## THE PROBLEM
Reproduce each line from the records that holds "primary".

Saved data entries
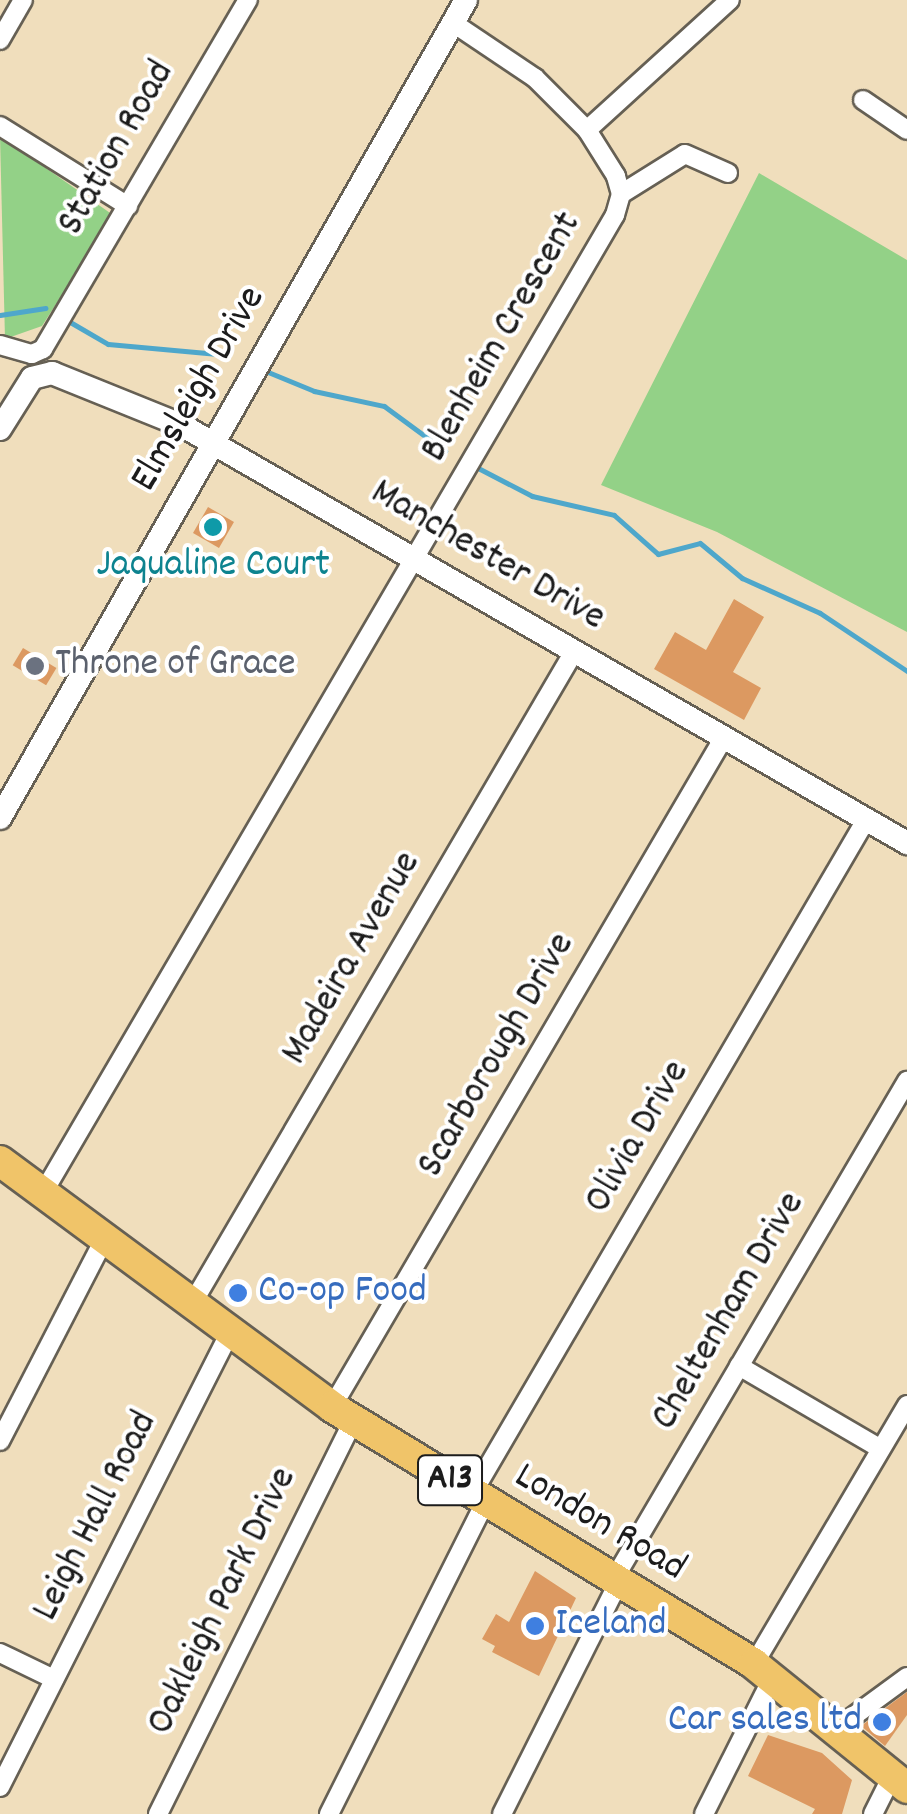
<!DOCTYPE html>
<html>
<head>
<meta charset="utf-8">
<style>
  body { margin:0 }
  #map { position:relative; width:907px; height:1814px; overflow:hidden; background:#f0debc; font-family:Dekko,sans-serif }
  div>[style] { position:absolute }
  [style*='--x'] { left:calc(var(--x)*1px); top:calc(var(--y)*1px); width:calc(var(--w)*1px); rotate:calc(var(--a)*1deg) }
  .green>* { inset:0; background:#93d187 }
  .stream>* { height:5px; margin:-2.5px; padding:0 2.5px; transform-origin:2.5px; border-radius:2.5px; background:#4ea7cb }
  .building>* { inset:0; background:#dc9961; transform-origin:0 0 }
  .roads { filter:drop-shadow(2px 0 #666054) drop-shadow(-2px 0 #666054) drop-shadow(0 2px #666054) drop-shadow(0 -2px #666054) }
  .minor>* { height:18px; margin:-9px; padding:0 9px; transform-origin:9px; border-radius:9px; background:#fff }
  .tertiary>* { height:22px; margin:-11px; padding:0 11px; transform-origin:11px; border-radius:11px; background:#fff }
  .primary>* { height:30px; margin:-15px; padding:0 15px; transform-origin:15px; border-radius:15px; background:#f0c469 }
  .dots>* { width:28px; height:28px; translate:-50% -50%; box-sizing:border-box; border:5px solid #fff; border-radius:50% }
  span { translate:-50% -50%; white-space:nowrap; text-align:center; line-height:1.15; -webkit-text-stroke:8px #fff; paint-order:stroke }
  .shield-label span { padding:2px 8px; background:#fff; border:2px solid; border-radius:8px; -webkit-text-stroke-width:0 }
  .shield-label { font-size:38px; color:#1c1c1c; font-weight:700 }
  .street-label { font-size:40px; color:#1c1c1c }
  .culture-label { font-size:40px; color:#0d838f }
  .worship-label { font-size:40px; color:#5b616d }
  .left { translate:0 -50%; text-align:left }
  .shop-label { font-size:40px; color:#366cbe }
  .right { translate:-100% -50%; text-align:right }
</style>
</head>
<body>
<div id="map">
  <div class="green">
    <i style="clip-path:polygon(0 136px,113px 215px,42px 326px,5px 339px)"></i>
    <i style="clip-path:polygon(759px 173px,907px 260px,907px 632px,717px 532px,601px 485px)"></i>
  </div>
  <div class="stream">
    <i style="--x:0;--y:315;--w:46;--a:-8.8"></i>
    <i style="--x:70;--y:322;--w:44;--a:30.1"></i>
    <i style="--x:108;--y:344;--w:121;--a:5.2"></i>
    <i style="--x:268;--y:372;--w:50;--a:22.4"></i>
    <i style="--x:314;--y:391;--w:72;--a:12.1"></i>
    <i style="--x:384;--y:406;--w:76;--a:36.4"></i>
    <i style="--x:478;--y:468;--w:61;--a:27.4"></i>
    <i style="--x:532;--y:496;--w:84;--a:13"></i>
    <i style="--x:614;--y:515;--w:59;--a:41.6"></i>
    <i style="--x:658;--y:554;--w:43;--a:-14.7"></i>
    <i style="--x:700;--y:543;--w:55;--a:39.8"></i>
    <i style="--x:742;--y:578;--w:85;--a:24.2"></i>
    <i style="--x:820;--y:613;--w:105;--a:33.7"></i>
  </div>
  <div class="building">
    <i style="left:208px;top:507px;width:30px;height:30px;rotate:30deg"></i>
    <i style="clip-path:polygon(734px 599px,764px 617px,733px 672px,761px 688px,744px 720px,654px 669px,675px 632px,706px 650px)"></i>
    <i style="left:23px;top:648px;width:39px;height:20px;rotate:31deg"></i>
    <i style="clip-path:polygon(535px 1571px,576px 1598px,539px 1676px,492px 1652px,495px 1646px,482px 1639px,496px 1614px,509px 1622px)"></i>
    <i style="clip-path:polygon(907px 1692px,907px 1715px,885px 1746px,861px 1726px)"></i>
    <i style="clip-path:polygon(768px 1735px,822px 1753px,852px 1780px,842px 1814px,812px 1814px,815px 1809px,748px 1776px)"></i>
  </div>
  <div class="roads">
    <div class="minor">
      <i style="--x:0;--y:40;--w:46;--a:-60.1"></i>
      <i style="--x:863;--y:100;--w:53;--a:34.3"></i>
      <i style="--x:0;--y:126;--w:151;--a:32"></i>
      <i style="--x:587;--y:130;--w:193;--a:-42.3"></i>
      <i style="--x:621;--y:194;--w:75;--a:-32"></i>
      <i style="--x:685;--y:154;--w:47;--a:23.8"></i>
      <i style="--x:0;--y:345;--w:33;--a:16"></i>
      <i style="--x:32;--y:354;--w:12;--a:-24"></i>
      <i style="--x:43;--y:349;--w:405;--a:-59.6"></i>
      <i style="--x:43;--y:1193;--w:1133;--a:-59.68"></i>
      <i style="--x:615;--y:215;--w:22;--a:-74"></i>
      <i style="--x:621;--y:194;--w:19;--a:-106"></i>
      <i style="--x:616;--y:176;--w:54;--a:-122.2"></i>
      <i style="--x:587;--y:130;--w:74;--a:-135"></i>
      <i style="--x:535;--y:78;--w:99;--a:-146.1"></i>
      <i style="--x:192;--y:1304;--w:758;--a:-59.65"></i>
      <i style="--x:739;--y:1366;--w:164;--a:30.3"></i>
      <i style="--x:332;--y:1407;--w:774;--a:-59.66"></i>
      <i style="--x:0;--y:1441;--w:229;--a:-62.7"></i>
      <i style="--x:472;--y:1494;--w:783;--a:-59.7"></i>
      <i style="--x:614;--y:1579;--w:578;--a:-59.53"></i>
      <i style="--x:0;--y:1653;--w:60;--a:25.7"></i>
      <i style="--x:754;--y:1664;--w:301;--a:-59.4"></i>
      <i style="--x:836;--y:1729;--w:88;--a:-36.2"></i>
      <i style="--x:0;--y:1787;--w:510;--a:-63.18"></i>
      <i style="--x:158;--y:1814;--w:439;--a:-63.6"></i>
      <i style="--x:329;--y:1814;--w:349;--a:-63.4"></i>
      <i style="--x:502;--y:1814;--w:261;--a:-63.3"></i>
      <i style="--x:704;--y:1814;--w:151;--a:-63.3"></i>
      <i style="--x:873;--y:1814;--w:42;--a:-63.4"></i>
    </div>
    <div class="tertiary">
      <i style="--x:0;--y:429;--w:60;--a:-57.9"></i>
      <i style="--x:32;--y:378;--w:21;--a:-14"></i>
      <i style="--x:52;--y:373;--w:141;--a:22"></i>
      <i style="--x:183;--y:426;--w:836;--a:29.94"></i>
      <i style="--x:0;--y:818;--w:941;--a:-60.33"></i>
    </div>
    <div class="primary">
      <i style="--x:0;--y:1161;--w:413;--a:36.5"></i>
      <i style="--x:332;--y:1407;--w:494;--a:31.3"></i>
      <i style="--x:754;--y:1664;--w:197;--a:39"></i>
    </div>
  </div>
  <div class="dots">
    <i style="left:213px;top:527px;background:#0f9aa8"></i>
    <i style="left:35px;top:666px;background:#6b7280"></i>
    <i style="left:238px;top:1293px;background:#3f7fe0"></i>
    <i style="left:535px;top:1626px;background:#3f7fe0"></i>
    <i style="left:882px;top:1722px;background:#3f7fe0"></i>
  </div>
  <div class="shield-label">
    <span style="left:450px;top:1480px">A13</span>
  </div>
  <div class="street-label">
    <span style="left:118px;top:149px;rotate:-60deg">Station Road</span>
    <span style="left:503px;top:338px;rotate:-60deg">Blenheim Crescent</span>
    <span style="left:200px;top:390px;rotate:-60deg">Elmsleigh Drive</span>
    <span style="left:487px;top:557px;rotate:30deg">Manchester Drive</span>
    <span style="left:353px;top:959px;rotate:-60deg">Madeira Avenue</span>
    <span style="left:498px;top:1056px;rotate:-60deg">Scarborough Drive</span>
    <span style="left:639px;top:1138px;rotate:-60deg">Olivia Drive</span>
    <span style="left:730px;top:1312px;rotate:-60deg">Cheltenham Drive</span>
    <span style="left:97px;top:1517px;rotate:-63deg">Leigh Hall Road</span>
    <span style="left:599px;top:1524px;rotate:31deg">London Road</span>
    <span style="left:224px;top:1602px;rotate:-64deg">Oakleigh Park Drive</span>
  </div>
  <div class="culture-label">
    <span style="left:213px;top:567px">Jaqualine Court</span>
  </div>
  <div class="worship-label">
    <span class="left" style="left:55px;top:666px">Throne of Grace</span>
  </div>
  <div class="shop-label">
    <span class="left" style="left:258px;top:1293px">Co-op Food</span>
    <span class="left" style="left:555px;top:1626px">Iceland</span>
    <span class="right" style="left:862px;top:1722px">Car sales ltd</span>
  </div>
</div>
</body>
</html>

## SOLUTION FOR THIS TASK
  .primary>* { height:30px; margin:-15px; padding:0 15px; transform-origin:15px; border-radius:15px; background:#f0c469 }
    <div class="primary">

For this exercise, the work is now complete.